Source material Block Start

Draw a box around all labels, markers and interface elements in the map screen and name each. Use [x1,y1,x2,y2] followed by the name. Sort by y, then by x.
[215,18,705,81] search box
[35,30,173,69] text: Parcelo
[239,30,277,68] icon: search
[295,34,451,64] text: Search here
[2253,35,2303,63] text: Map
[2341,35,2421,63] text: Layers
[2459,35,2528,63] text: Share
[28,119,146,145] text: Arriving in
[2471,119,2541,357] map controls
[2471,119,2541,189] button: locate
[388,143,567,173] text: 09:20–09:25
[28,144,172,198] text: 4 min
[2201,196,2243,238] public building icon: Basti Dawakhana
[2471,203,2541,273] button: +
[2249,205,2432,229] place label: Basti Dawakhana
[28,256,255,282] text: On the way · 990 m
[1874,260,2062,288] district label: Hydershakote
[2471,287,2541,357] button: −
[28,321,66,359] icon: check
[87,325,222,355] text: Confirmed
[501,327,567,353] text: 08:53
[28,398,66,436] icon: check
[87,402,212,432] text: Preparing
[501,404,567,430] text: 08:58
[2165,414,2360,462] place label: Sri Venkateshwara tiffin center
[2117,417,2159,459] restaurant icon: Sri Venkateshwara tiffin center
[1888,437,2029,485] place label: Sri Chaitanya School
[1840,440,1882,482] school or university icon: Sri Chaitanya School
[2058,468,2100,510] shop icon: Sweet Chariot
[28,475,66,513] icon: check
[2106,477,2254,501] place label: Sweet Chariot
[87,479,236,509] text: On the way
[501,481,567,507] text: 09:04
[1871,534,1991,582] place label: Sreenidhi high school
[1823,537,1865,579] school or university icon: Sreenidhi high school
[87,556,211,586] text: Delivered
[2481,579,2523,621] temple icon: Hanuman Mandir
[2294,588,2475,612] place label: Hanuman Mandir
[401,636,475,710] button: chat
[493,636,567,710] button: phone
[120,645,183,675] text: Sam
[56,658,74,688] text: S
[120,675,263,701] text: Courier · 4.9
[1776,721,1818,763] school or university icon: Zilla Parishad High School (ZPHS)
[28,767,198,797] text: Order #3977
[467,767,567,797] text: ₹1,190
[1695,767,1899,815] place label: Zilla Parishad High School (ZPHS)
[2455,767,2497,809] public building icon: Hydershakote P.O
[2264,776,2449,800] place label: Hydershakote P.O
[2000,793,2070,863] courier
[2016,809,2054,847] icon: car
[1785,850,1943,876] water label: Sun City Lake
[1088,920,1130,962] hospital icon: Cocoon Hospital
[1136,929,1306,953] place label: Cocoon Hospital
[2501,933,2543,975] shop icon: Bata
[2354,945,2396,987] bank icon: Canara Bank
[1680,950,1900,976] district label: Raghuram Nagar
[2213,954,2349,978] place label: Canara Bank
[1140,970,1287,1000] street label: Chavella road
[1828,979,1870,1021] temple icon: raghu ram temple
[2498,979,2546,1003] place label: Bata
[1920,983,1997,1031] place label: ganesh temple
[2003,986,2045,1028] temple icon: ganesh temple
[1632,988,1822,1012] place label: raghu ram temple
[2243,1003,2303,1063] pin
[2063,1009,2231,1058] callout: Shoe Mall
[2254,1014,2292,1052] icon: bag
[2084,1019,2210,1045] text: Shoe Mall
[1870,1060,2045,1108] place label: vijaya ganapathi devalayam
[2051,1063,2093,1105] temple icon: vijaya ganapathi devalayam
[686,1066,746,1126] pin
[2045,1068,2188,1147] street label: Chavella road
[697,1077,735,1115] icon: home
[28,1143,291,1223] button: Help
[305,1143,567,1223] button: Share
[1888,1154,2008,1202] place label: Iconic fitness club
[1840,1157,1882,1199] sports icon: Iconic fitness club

Source material Block End

Every line of the data that includes the word "Mandir" should be copied.

» Answer below:
[2481,579,2523,621] temple icon: Hanuman Mandir
[2294,588,2475,612] place label: Hanuman Mandir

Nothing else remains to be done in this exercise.